What is being asked: From the first line of the data below through the line holding "flex:1; padding:18px 0;", output each line exactly and leave the pictures out.

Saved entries
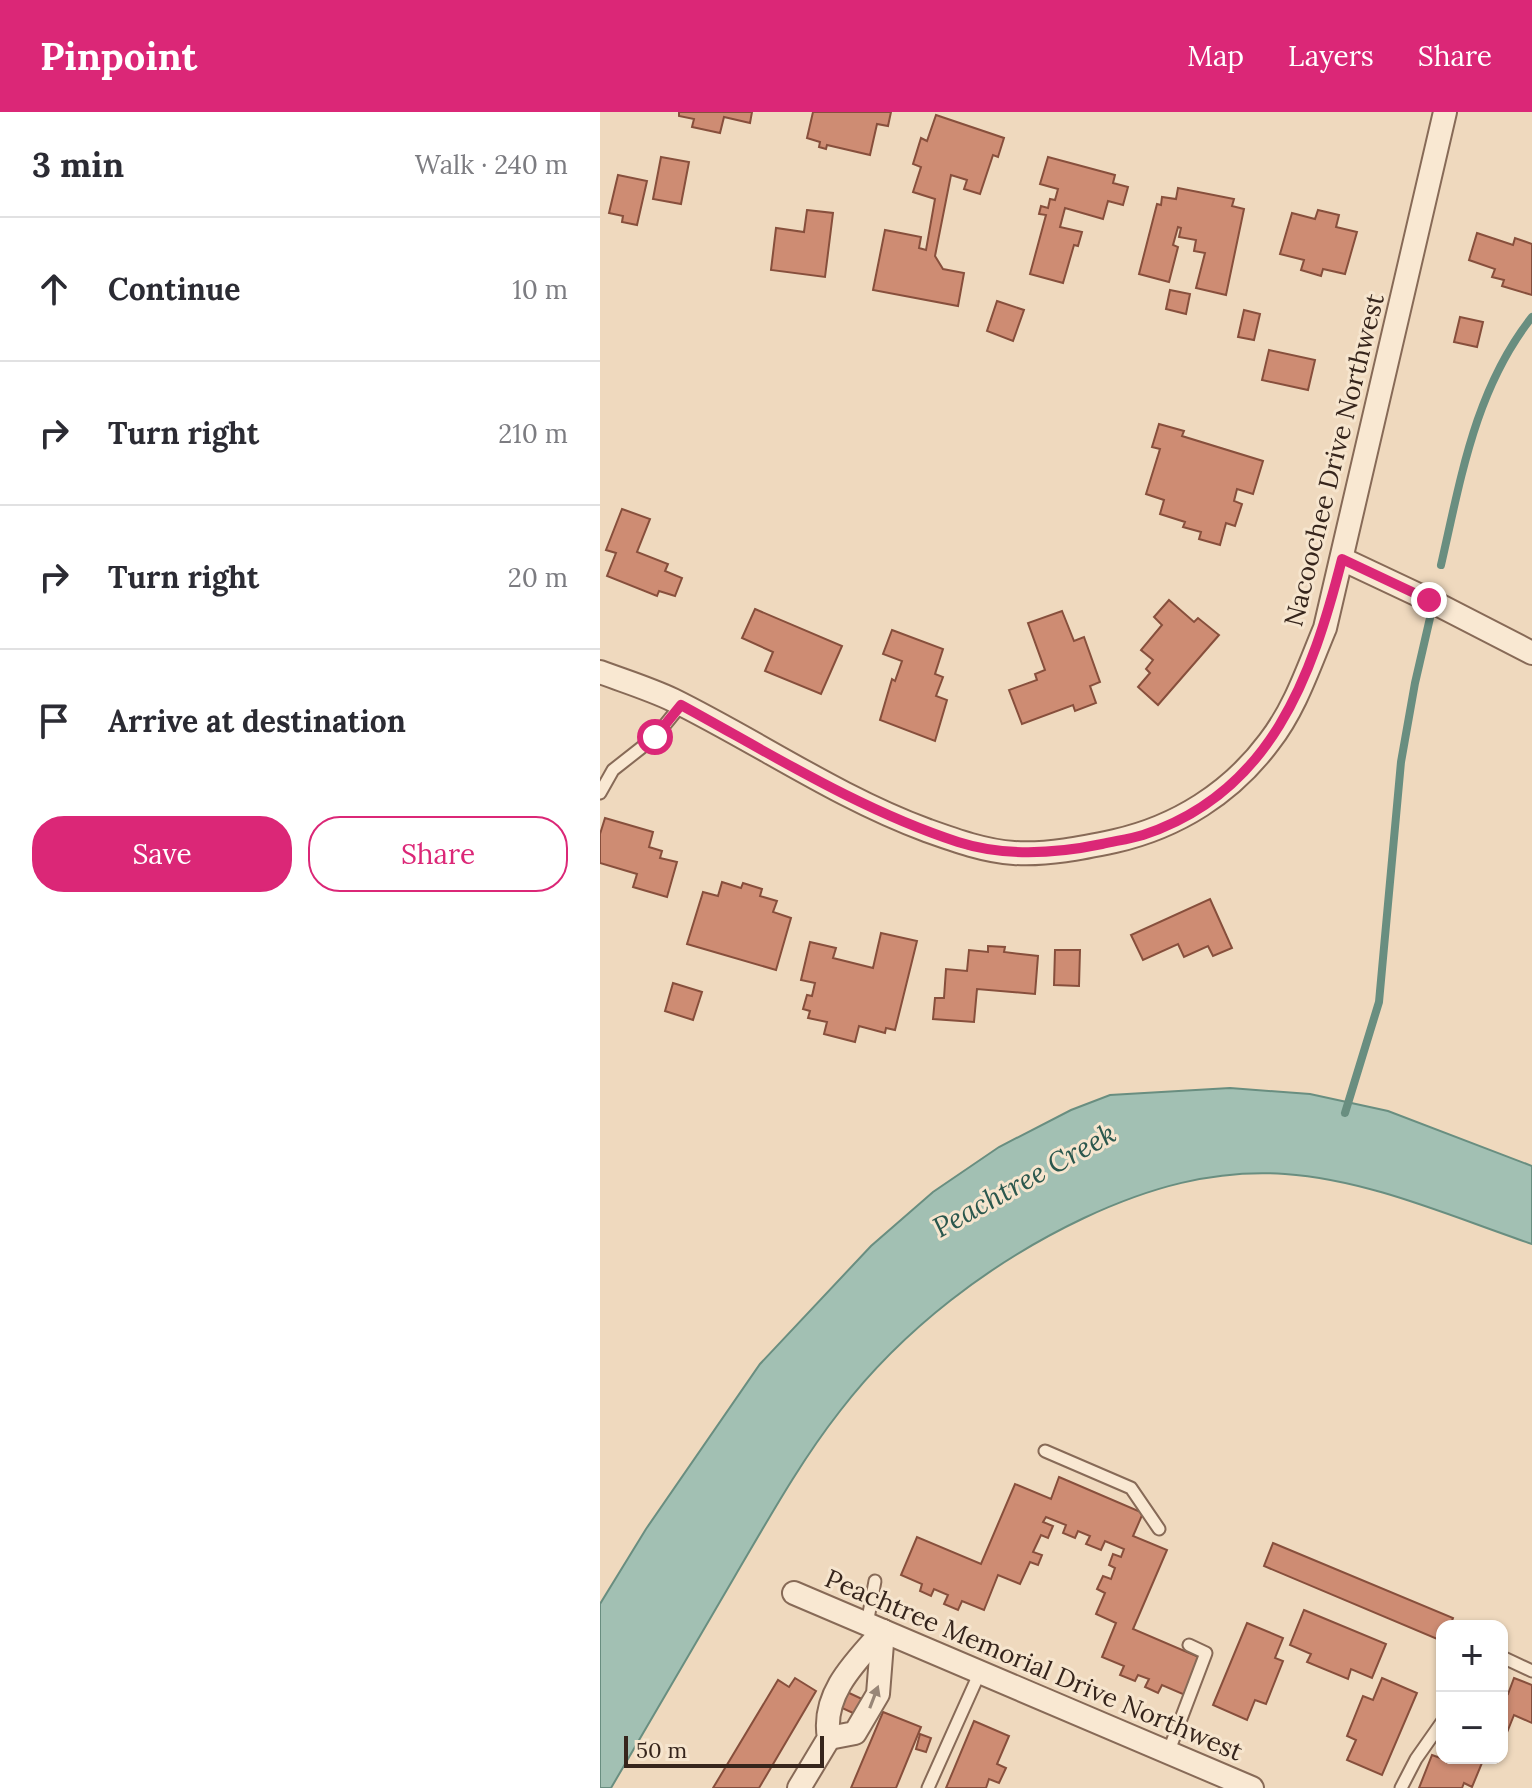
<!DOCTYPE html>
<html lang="en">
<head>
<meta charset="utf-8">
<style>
	:root { --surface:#fff; --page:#f2f2f3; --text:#2b2b33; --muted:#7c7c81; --line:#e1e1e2; --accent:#db2777 }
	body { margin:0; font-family:Lora,serif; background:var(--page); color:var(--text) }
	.controls { position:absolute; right:24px; bottom:24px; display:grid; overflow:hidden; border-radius:16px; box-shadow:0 2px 6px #0004 }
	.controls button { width:72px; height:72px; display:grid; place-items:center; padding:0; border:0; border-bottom:2px solid var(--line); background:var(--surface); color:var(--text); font:40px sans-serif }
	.scale { position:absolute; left:24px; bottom:20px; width:200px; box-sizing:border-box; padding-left:8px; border:4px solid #36251c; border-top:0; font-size:22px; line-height:28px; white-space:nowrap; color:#36251c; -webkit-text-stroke:6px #f6e5ce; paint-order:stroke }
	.stop { position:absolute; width:24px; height:24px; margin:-18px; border:6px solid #db2777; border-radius:50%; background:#fff }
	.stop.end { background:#db2777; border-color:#fff; box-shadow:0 2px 8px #0008 }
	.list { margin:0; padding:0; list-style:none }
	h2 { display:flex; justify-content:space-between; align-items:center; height:104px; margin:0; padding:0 32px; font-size:34px }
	h2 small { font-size:26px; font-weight:400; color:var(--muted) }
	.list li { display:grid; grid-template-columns:52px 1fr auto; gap:24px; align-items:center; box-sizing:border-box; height:144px; padding:0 32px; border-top:2px solid var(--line) }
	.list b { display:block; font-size:30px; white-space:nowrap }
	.list em { font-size:26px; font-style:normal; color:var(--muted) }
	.actions { display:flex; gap:16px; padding:24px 32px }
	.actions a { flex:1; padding:18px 0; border:2px solid var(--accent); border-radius:32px; text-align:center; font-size:28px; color:var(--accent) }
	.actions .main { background:var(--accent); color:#fff }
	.icon { flex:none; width:44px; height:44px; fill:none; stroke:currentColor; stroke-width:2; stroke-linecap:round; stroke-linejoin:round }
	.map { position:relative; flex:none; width:932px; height:1676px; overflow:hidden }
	header { display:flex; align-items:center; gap:48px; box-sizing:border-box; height:112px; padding:0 40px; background:var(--accent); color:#fff }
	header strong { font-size:38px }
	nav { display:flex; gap:44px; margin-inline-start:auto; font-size:28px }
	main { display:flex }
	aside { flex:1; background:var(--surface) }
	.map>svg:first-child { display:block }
	.water { fill:#a2c0b3; stroke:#698e80; stroke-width:2 }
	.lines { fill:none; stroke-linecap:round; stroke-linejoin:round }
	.stream { stroke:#698e80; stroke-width:8 }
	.building { fill:#ce8c73; stroke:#874f3c; stroke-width:2 }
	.service-casing { stroke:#876a57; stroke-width:15 }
	.minor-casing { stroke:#876a57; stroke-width:26 }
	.service { stroke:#f9e8d2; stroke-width:11 }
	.minor { stroke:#f9e8d2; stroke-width:22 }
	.oneway { fill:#988677 }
	.route { stroke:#db2777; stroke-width:10 }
	.labels { text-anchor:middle; stroke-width:6; stroke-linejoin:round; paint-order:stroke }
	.street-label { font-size:26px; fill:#36251c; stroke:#f6e5ce }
	.water-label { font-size:28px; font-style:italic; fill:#2a574d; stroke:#f6e5ce }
</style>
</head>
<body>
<header>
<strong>Pinpoint</strong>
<nav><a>Map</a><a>Layers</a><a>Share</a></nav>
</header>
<main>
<aside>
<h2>3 min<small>Walk · 240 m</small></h2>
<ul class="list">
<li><svg class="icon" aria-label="ahead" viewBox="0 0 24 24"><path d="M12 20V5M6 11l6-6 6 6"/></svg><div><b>Continue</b></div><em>10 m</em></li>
<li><svg class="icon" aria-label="right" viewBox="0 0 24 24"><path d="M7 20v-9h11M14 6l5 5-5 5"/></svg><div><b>Turn right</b></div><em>210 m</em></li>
<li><svg class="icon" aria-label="right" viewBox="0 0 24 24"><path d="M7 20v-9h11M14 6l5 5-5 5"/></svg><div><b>Turn right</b></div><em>20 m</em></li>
<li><svg class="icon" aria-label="arrive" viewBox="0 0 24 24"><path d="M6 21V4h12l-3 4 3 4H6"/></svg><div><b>Arrive at destination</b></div></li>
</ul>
<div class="actions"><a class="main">Save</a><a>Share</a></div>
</aside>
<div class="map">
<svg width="932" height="1676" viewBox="0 0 932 1676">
	<rect width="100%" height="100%" fill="#efd9be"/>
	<path class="water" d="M630,976L710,982L788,999L932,1054V1132C852,1105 770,1068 685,1062C613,1057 548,1076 484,1106C391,1150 303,1217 240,1299C200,1350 168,1408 135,1464C94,1535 52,1605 11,1676H0V1492L46,1417L160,1252L271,1134L333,1080L399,1035L471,998L510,983Z"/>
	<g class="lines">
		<g class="stream">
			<path d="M841,453C861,366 875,277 932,205"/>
			<polyline points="745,1001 779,890 801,650 815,571 830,506"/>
		</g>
	</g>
	<g class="building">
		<polygon points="79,0 152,0 150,11 124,5 120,21 92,15 94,7 79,4"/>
		<polygon points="213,0 291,0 288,14 277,12 270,43 227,33 226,37 219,35 220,30 207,26"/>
		<polygon points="336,3 404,26 398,45 393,43 380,82 364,77 367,68 351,63 335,144 343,157 364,161 358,194 273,178 285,118 321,125 319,136 326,138 335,87 313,80 321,55 313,52 321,26 327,29"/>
		<polygon points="61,45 89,50 81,92 53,87"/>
		<polygon points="448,45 515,63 513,71 528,75 523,93 508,89 503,107 465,96 460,115 482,120 478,134 474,133 463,171 430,162 446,103 439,102 441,94 448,96 450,87 455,88 458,77 440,72"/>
		<polygon points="18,63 47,69 37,113 22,110 23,104 9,101"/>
		<polygon points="578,76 634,87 632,94 644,97 626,183 596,176 605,141 594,139 596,128 579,125 581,116 578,115 573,133 578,135 569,170 539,162 557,92 561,93 562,85 576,87"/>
		<polygon points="207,98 233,101 225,165 171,158 176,116 204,120"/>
		<polygon points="718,98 739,103 736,115 757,120 745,162 723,157 721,164 701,158 704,148 680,142 692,101 715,107"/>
		<polygon points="877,121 913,133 915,126 932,132 932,183 902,174 904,168 892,165 895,157 869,148"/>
		<polygon points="570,178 590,182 586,202 566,197"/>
		<polygon points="397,189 424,198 413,229 387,219"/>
		<polygon points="644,198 660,202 654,228 638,225"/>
		<polygon points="860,205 883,210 877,235 854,230"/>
		<polygon points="669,238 715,248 708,278 662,268"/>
		<polygon points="559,312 584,319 582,324 663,349 653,382 637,377 634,389 642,392 635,414 626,411 620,433 599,427 601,420 583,415 585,410 560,402 564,388 546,382 560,337 552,335"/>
		<polygon points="22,397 50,407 37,440 68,452 65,459 82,466 75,484 59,479 57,484 7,464 16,441 6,438"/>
		<polygon points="569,488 594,510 598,506 619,523 558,593 538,575 550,561 546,557 553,548 541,538 562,513 554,505"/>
		<polygon points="155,497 242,534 221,582 165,559 173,540 142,526"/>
		<polygon points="462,499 474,529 484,525 500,570 490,574 496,591 475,599 473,593 422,612 409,578 437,568 435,562 445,558 428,511"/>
		<polygon points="292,518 343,537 335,562 343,565 336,584 347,588 335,629 280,608 292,567 295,569 302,549 283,542"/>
		<polygon points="5,706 53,720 49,735 62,739 60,746 77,750 67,785 33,775 37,762 0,751 0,722"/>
		<polygon points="122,770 141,776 143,771 162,777 160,784 177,789 173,800 191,806 176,858 87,832 103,780 118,784"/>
		<polygon points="610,787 632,836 613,844 608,834 584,845 578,832 543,848 531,823"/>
		<polygon points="281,821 317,829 295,918 286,916 285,921 259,914 255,930 224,922 227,910 208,906 210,899 203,897 207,883 212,884 215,871 201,868 210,830 236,836 233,846 273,856"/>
		<polygon points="388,834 405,835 404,840 438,844 435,882 377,877 374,910 333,907 335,886 344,886 346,857 367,859 369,838 388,840"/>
		<polygon points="455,838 480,838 479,874 454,873"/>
		<polygon points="73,871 102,880 93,908 65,899"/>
		<polygon points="459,1365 543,1401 533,1424 567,1438 533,1517 601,1546 585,1583 562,1573 558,1581 545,1575 549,1567 538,1563 535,1569 520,1563 524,1554 502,1545 516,1511 496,1502 505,1481 497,1477 503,1464 511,1467 515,1456 509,1453 513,1442 521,1445 524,1437 505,1429 501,1438 486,1432 490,1424 478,1419 475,1426 463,1421 466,1413 446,1405 443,1410 453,1414 448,1426 441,1423 433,1440 442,1443 438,1453 430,1450 420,1472 398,1463 384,1498 362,1489 358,1498 344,1492 348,1483 334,1477 331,1484 320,1479 322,1472 301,1463 317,1425 381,1452 415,1372 451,1387"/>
		<polygon points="673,1431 853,1506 850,1514 842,1514 842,1529 664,1454"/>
		<polygon points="704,1498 786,1532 772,1566 751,1557 748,1567 707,1550 711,1542 690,1533"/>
		<polygon points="647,1511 683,1526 675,1546 683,1549 666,1592 655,1588 647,1608 613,1593"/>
		<polygon points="195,1566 216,1579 159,1676 113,1676 178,1568 189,1575"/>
		<polygon points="782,1566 817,1581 782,1663 747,1648 756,1628 747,1624 763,1584 773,1588"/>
		<polygon points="914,1566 932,1573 932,1611 914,1603 902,1633 902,1580 908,1582"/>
		<polygon points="247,1580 262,1587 255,1602 240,1595"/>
		<polygon points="283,1600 321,1615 296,1676 251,1676"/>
		<polygon points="374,1609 409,1624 397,1652 406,1656 399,1671 389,1667 386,1676 346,1676"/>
		<polygon points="320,1622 331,1626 326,1640 316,1637"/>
		<polygon points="832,1643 843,1647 884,1646 872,1675 864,1671 862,1676 819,1676"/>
	</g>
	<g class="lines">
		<g class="service-casing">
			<g id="service">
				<polyline points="0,681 13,658 55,625 81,593"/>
				<polyline points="445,1339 531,1376 559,1417"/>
				<polyline points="267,1512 275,1469"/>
				<polyline points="902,1545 932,1559"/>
				<polyline points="568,1641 606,1541 589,1533"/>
				<polyline points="328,1676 380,1560"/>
				<polyline points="801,1676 816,1647 842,1610"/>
			</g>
		</g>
		<g class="minor-casing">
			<g id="minor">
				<polyline points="742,447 829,488 932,541"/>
				<path d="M0,560C24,569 50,577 73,588C158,630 237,685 326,718C354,728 384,739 414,741C448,743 482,736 515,729C577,715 631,681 669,630C695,597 709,554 725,516L845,0"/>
				<polyline points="194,1481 652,1676"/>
				<polyline points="229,1626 255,1621 278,1582 283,1519"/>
				<path d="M199,1676L229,1626C221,1582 256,1549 283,1519"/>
			</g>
		</g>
		<use href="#service" class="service"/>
		<use href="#minor" class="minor"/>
	</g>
	<defs><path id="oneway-solid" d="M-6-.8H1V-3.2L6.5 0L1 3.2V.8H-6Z" transform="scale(2)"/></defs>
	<use class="oneway" href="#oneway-solid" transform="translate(274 1585) rotate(-69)"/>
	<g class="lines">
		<path class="route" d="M55,625L81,593C171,642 260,698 358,730C405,745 454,742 502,732C515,729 530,727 543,723C671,681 712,565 742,447L829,488"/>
	</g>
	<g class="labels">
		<g class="street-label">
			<text transform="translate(734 348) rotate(-76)" y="9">Nacoochee Drive Northwest</text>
			<text transform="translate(434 1553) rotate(23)" y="9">Peachtree Memorial Drive Northwest</text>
		</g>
		<g class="water-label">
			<text transform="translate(424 1068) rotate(-29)" y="10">Peachtree Creek</text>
		</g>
	</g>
</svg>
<div class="controls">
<button>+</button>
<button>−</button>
</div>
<div class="scale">50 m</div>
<div class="stop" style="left:55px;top:625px"></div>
<div class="stop end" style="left:829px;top:488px"></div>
</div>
</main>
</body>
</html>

Completed exercise:
<!DOCTYPE html>
<html lang="en">
<head>
<meta charset="utf-8">
<style>
	:root { --surface:#fff; --page:#f2f2f3; --text:#2b2b33; --muted:#7c7c81; --line:#e1e1e2; --accent:#db2777 }
	body { margin:0; font-family:Lora,serif; background:var(--page); color:var(--text) }
	.controls { position:absolute; right:24px; bottom:24px; display:grid; overflow:hidden; border-radius:16px; box-shadow:0 2px 6px #0004 }
	.controls button { width:72px; height:72px; display:grid; place-items:center; padding:0; border:0; border-bottom:2px solid var(--line); background:var(--surface); color:var(--text); font:40px sans-serif }
	.scale { position:absolute; left:24px; bottom:20px; width:200px; box-sizing:border-box; padding-left:8px; border:4px solid #36251c; border-top:0; font-size:22px; line-height:28px; white-space:nowrap; color:#36251c; -webkit-text-stroke:6px #f6e5ce; paint-order:stroke }
	.stop { position:absolute; width:24px; height:24px; margin:-18px; border:6px solid #db2777; border-radius:50%; background:#fff }
	.stop.end { background:#db2777; border-color:#fff; box-shadow:0 2px 8px #0008 }
	.list { margin:0; padding:0; list-style:none }
	h2 { display:flex; justify-content:space-between; align-items:center; height:104px; margin:0; padding:0 32px; font-size:34px }
	h2 small { font-size:26px; font-weight:400; color:var(--muted) }
	.list li { display:grid; grid-template-columns:52px 1fr auto; gap:24px; align-items:center; box-sizing:border-box; height:144px; padding:0 32px; border-top:2px solid var(--line) }
	.list b { display:block; font-size:30px; white-space:nowrap }
	.list em { font-size:26px; font-style:normal; color:var(--muted) }
	.actions { display:flex; gap:16px; padding:24px 32px }
	.actions a { flex:1; padding:18px 0; border:2px solid var(--accent); border-radius:32px; text-align:center; font-size:28px; color:var(--accent) }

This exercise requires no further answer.